With National Infertility Awareness Week coming up beginning April 24, we asked two Johns Hopkins experts in fertility and gynecology, Mindy Christianson, M.D., and Kristin Patzkowsky, M.D., to share the top three things they want women to be aware of regarding reproductive health.

1. AGE DOES MATTER

After age 35 it does become increasingly difficult to conceive. In the 10 to 15 years before menopause officially occurs, both egg count and egg quality decrease, says Christianson. Today, more women in their 30s who aren’t ready to have a family are increasingly choosing egg freezing.

2. MEDICAL CONDITIONS MIGHT BE AT PLAY

Endometriosis and uterine fibroids are two common medical conditions associated with infertility. Endometriosis happens when the cells women normally shed during menstruation end up outside of the uterus.

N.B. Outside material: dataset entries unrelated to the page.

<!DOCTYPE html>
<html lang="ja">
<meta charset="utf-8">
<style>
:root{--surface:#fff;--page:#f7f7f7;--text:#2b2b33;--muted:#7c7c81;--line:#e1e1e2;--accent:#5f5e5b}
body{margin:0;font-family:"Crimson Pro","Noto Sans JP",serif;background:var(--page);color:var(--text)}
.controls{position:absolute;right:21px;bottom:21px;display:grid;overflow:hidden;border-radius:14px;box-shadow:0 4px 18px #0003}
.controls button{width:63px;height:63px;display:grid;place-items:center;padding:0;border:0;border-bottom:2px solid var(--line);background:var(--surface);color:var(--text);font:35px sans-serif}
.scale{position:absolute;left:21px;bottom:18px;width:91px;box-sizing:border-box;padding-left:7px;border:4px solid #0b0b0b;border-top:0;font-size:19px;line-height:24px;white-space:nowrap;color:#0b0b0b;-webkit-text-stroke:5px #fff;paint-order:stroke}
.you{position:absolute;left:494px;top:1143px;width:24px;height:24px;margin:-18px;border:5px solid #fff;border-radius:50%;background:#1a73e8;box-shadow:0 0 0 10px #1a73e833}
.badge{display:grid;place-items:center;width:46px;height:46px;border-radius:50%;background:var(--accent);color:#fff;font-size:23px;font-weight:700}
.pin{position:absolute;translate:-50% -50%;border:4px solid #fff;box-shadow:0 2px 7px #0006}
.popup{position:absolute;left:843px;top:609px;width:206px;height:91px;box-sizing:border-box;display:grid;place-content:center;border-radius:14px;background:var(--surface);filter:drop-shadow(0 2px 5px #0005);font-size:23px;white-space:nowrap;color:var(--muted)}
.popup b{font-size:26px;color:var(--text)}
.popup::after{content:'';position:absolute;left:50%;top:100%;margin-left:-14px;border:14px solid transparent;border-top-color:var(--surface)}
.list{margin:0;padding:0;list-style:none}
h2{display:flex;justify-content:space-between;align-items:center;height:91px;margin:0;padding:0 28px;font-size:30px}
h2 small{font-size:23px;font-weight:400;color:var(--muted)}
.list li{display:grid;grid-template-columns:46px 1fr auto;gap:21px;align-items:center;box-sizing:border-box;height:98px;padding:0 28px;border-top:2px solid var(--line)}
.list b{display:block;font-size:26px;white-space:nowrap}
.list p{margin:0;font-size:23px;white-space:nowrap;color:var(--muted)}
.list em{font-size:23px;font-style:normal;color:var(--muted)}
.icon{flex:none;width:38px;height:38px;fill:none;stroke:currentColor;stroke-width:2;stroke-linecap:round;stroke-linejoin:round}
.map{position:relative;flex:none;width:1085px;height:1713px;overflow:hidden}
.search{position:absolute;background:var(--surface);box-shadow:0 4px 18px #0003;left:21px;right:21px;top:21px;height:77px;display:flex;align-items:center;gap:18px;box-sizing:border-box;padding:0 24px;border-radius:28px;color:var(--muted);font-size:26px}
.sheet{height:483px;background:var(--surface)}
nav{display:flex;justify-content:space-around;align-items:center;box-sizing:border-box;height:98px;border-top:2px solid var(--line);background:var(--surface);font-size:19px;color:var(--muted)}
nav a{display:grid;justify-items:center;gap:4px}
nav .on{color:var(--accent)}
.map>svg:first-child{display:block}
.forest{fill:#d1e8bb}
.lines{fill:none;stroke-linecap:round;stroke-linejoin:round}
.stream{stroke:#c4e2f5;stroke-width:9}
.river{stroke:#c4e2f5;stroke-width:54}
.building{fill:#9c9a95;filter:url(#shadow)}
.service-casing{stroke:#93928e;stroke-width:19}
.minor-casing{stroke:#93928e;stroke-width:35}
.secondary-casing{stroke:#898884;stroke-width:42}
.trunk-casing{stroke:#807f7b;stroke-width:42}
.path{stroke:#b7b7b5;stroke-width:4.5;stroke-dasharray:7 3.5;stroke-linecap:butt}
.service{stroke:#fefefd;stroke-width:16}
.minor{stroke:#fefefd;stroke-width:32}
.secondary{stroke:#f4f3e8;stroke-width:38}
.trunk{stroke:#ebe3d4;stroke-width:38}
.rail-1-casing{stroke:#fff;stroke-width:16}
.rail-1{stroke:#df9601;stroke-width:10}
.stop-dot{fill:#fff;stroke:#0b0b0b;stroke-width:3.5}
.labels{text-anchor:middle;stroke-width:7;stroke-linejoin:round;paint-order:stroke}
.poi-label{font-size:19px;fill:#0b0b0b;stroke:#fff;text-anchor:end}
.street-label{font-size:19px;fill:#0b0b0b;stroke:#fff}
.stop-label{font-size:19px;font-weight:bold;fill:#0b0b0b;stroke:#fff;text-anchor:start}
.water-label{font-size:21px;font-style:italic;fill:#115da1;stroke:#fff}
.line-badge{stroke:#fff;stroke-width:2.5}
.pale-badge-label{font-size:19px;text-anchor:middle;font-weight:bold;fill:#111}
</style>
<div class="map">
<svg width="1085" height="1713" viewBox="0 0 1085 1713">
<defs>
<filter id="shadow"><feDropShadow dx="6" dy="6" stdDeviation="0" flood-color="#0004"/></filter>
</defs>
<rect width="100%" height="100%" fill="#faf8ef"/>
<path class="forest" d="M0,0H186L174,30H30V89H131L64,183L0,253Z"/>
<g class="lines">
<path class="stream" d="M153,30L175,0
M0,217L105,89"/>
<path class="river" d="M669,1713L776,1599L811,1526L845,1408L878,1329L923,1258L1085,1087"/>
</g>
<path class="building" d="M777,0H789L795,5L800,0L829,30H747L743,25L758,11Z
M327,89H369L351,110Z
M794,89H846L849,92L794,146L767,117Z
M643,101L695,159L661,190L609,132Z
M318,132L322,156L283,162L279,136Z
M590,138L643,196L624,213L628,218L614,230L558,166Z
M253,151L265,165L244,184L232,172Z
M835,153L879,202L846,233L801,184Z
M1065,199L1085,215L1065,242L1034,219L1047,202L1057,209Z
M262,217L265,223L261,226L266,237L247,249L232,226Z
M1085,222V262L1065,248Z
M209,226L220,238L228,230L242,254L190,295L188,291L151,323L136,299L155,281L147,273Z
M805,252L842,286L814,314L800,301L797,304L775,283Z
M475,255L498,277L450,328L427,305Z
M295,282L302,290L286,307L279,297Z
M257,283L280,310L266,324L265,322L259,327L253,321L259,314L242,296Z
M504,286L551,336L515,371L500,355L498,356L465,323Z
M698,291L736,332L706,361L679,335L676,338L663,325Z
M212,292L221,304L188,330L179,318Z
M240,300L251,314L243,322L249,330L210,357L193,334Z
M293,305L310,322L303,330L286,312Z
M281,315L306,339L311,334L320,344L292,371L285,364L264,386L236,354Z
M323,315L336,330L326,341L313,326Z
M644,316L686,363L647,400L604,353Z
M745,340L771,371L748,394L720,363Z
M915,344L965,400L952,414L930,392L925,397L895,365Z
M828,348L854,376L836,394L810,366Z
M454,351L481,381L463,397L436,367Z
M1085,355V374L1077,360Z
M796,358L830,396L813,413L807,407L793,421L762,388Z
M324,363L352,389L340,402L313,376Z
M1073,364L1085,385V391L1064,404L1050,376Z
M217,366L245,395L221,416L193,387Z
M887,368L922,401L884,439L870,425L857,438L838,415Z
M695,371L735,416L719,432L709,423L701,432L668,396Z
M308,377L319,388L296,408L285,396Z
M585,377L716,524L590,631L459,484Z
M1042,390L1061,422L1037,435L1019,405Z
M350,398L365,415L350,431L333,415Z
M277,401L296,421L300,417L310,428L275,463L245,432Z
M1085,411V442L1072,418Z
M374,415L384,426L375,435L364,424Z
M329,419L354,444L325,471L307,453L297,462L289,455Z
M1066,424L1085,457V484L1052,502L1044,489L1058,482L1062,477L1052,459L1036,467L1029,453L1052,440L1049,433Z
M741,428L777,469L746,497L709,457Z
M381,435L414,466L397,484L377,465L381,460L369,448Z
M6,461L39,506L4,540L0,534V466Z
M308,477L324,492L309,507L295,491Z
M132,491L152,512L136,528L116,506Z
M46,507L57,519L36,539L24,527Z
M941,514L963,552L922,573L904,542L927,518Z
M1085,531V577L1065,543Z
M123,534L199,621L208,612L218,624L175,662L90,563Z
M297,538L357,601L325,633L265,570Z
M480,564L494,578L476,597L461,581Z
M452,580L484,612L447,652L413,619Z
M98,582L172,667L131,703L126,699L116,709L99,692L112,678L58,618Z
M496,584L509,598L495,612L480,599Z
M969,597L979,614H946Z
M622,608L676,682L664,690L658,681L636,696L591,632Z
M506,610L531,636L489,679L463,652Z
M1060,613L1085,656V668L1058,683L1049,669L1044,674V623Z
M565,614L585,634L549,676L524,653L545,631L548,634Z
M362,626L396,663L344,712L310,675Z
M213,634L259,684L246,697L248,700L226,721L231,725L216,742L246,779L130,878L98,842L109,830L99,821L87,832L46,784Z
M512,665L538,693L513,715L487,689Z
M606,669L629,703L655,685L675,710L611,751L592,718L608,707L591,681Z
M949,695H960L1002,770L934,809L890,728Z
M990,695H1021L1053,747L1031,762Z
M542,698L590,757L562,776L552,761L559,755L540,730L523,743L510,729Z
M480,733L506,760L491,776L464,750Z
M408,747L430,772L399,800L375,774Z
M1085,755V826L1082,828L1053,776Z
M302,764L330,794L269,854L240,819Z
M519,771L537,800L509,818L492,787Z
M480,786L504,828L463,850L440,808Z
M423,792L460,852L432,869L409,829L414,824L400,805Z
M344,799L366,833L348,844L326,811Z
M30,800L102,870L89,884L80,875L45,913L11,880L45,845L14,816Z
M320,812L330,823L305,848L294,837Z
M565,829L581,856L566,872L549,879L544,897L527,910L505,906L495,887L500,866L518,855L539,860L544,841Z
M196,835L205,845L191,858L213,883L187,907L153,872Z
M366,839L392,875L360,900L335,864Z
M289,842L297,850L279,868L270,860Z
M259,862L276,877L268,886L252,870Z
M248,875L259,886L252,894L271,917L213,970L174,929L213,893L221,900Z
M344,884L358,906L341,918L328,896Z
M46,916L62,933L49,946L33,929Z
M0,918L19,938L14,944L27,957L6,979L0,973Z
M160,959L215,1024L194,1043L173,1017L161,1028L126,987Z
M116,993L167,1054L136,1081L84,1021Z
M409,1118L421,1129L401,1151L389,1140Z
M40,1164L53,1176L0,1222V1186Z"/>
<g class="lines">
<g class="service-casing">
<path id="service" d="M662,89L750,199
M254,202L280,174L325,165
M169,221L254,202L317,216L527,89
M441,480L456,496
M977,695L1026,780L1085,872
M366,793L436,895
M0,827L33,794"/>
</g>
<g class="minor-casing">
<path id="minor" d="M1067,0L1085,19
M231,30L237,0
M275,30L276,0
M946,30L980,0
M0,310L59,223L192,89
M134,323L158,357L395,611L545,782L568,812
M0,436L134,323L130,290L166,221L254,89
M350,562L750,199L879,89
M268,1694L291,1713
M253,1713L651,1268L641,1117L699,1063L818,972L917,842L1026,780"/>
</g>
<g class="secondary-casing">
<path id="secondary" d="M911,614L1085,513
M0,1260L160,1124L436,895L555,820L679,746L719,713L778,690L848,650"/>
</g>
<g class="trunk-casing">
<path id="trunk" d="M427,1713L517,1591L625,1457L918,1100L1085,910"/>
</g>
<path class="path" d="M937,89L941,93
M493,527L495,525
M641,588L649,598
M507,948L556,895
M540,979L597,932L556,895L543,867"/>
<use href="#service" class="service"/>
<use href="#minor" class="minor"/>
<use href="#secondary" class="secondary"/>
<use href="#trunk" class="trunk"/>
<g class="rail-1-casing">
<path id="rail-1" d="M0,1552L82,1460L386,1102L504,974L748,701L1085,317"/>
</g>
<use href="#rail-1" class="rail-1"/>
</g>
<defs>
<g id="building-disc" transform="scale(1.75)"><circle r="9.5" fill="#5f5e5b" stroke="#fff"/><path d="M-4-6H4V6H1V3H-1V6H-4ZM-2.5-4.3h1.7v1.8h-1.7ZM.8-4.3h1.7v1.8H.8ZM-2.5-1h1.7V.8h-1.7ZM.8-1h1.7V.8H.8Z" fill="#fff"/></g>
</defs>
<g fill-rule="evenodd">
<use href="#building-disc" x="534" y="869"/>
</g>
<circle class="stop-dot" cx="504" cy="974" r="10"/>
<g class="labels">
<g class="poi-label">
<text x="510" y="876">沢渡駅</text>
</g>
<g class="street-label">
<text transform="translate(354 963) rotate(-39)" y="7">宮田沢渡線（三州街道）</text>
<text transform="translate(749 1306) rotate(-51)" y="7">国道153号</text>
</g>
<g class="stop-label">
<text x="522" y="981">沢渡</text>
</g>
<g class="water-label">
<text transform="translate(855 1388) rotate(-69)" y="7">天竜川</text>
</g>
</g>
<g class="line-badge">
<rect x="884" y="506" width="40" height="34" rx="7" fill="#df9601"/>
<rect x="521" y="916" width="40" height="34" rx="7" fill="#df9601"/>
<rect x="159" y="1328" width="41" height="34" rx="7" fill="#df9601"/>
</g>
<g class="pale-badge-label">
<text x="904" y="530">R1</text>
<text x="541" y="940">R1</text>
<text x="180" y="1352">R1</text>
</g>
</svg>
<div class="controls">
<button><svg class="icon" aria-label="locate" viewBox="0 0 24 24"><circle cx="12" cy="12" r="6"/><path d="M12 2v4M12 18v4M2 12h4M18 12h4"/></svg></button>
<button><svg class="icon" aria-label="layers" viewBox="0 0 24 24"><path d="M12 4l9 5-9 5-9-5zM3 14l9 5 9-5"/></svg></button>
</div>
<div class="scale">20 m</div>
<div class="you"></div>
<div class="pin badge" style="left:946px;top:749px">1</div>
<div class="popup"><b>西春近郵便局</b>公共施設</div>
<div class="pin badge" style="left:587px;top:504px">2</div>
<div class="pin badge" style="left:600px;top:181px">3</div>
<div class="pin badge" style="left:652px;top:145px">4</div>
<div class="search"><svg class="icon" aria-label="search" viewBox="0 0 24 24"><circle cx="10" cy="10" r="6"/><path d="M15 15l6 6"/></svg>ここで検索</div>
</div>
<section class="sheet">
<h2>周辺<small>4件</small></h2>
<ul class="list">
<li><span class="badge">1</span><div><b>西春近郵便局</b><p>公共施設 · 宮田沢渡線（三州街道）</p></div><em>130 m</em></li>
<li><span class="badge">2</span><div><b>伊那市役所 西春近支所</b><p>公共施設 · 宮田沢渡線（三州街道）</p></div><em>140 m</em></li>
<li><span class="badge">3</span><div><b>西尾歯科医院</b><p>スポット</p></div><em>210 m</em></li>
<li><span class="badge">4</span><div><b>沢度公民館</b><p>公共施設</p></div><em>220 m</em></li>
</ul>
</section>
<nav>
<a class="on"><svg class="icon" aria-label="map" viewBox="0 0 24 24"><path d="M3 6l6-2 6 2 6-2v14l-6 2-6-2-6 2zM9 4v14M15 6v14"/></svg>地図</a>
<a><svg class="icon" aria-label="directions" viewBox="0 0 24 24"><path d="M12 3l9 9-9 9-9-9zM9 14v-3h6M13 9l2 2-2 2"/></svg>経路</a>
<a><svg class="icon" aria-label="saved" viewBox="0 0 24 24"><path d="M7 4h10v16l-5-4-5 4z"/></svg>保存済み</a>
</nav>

Uterine fibroids, found in up to 80 percent of women in their 40s, often affect fertility when they appear inside the uterus. For a woman trying to conceive, says Patzkowsky, surgery may be recommended for either condition.

3. THERE’S NO SHAME IN INFERTILITY

In a recent survey, 61 percent of respondents hid their infertility from family and friends. That’s a shame, say our experts, because speaking out to trusted loved ones means getting support as you and your doctor unravel the root cause of your infertility.